WHAT YOU SHOULD DO ▸ Every entry needs to be duplicated exactly.

DATA IN THIS EXERCISE ▸
══════════

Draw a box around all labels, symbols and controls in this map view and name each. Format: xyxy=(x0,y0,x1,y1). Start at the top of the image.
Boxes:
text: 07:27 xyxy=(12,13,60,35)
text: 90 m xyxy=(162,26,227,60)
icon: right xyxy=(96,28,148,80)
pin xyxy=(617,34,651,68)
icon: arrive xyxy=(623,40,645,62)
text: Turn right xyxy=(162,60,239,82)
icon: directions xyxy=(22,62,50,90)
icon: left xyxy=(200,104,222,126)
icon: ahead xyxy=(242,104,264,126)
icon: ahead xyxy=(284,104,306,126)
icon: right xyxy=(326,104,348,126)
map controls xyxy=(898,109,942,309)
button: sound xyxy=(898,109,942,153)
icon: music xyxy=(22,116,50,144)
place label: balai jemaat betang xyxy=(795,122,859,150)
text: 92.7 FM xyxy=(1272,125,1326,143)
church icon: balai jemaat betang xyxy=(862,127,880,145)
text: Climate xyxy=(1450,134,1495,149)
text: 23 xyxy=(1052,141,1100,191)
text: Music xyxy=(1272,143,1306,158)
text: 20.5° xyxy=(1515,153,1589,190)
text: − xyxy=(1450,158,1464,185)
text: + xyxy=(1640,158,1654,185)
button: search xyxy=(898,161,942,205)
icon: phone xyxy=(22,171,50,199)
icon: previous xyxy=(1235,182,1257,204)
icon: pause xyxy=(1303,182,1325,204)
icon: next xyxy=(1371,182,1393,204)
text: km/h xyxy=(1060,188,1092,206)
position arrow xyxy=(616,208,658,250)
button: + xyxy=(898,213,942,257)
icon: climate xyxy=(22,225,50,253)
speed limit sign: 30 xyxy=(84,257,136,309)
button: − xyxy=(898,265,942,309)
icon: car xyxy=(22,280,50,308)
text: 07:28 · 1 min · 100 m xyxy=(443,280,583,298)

══════════

SOLUTION TO THIS PROBLEM ▸
Draw a box around all labels, symbols and controls in this map view and name each. Format: xyxy=(x0,y0,x1,y1). Start at the top of the image.
Boxes:
text: 07:27 xyxy=(12,13,60,35)
text: 90 m xyxy=(162,26,227,60)
icon: right xyxy=(96,28,148,80)
pin xyxy=(617,34,651,68)
icon: arrive xyxy=(623,40,645,62)
text: Turn right xyxy=(162,60,239,82)
icon: directions xyxy=(22,62,50,90)
icon: left xyxy=(200,104,222,126)
icon: ahead xyxy=(242,104,264,126)
icon: ahead xyxy=(284,104,306,126)
icon: right xyxy=(326,104,348,126)
map controls xyxy=(898,109,942,309)
button: sound xyxy=(898,109,942,153)
icon: music xyxy=(22,116,50,144)
place label: balai jemaat betang xyxy=(795,122,859,150)
text: 92.7 FM xyxy=(1272,125,1326,143)
church icon: balai jemaat betang xyxy=(862,127,880,145)
text: Climate xyxy=(1450,134,1495,149)
text: 23 xyxy=(1052,141,1100,191)
text: Music xyxy=(1272,143,1306,158)
text: 20.5° xyxy=(1515,153,1589,190)
text: − xyxy=(1450,158,1464,185)
text: + xyxy=(1640,158,1654,185)
button: search xyxy=(898,161,942,205)
icon: phone xyxy=(22,171,50,199)
icon: previous xyxy=(1235,182,1257,204)
icon: pause xyxy=(1303,182,1325,204)
icon: next xyxy=(1371,182,1393,204)
text: km/h xyxy=(1060,188,1092,206)
position arrow xyxy=(616,208,658,250)
button: + xyxy=(898,213,942,257)
icon: climate xyxy=(22,225,50,253)
speed limit sign: 30 xyxy=(84,257,136,309)
button: − xyxy=(898,265,942,309)
icon: car xyxy=(22,280,50,308)
text: 07:28 · 1 min · 100 m xyxy=(443,280,583,298)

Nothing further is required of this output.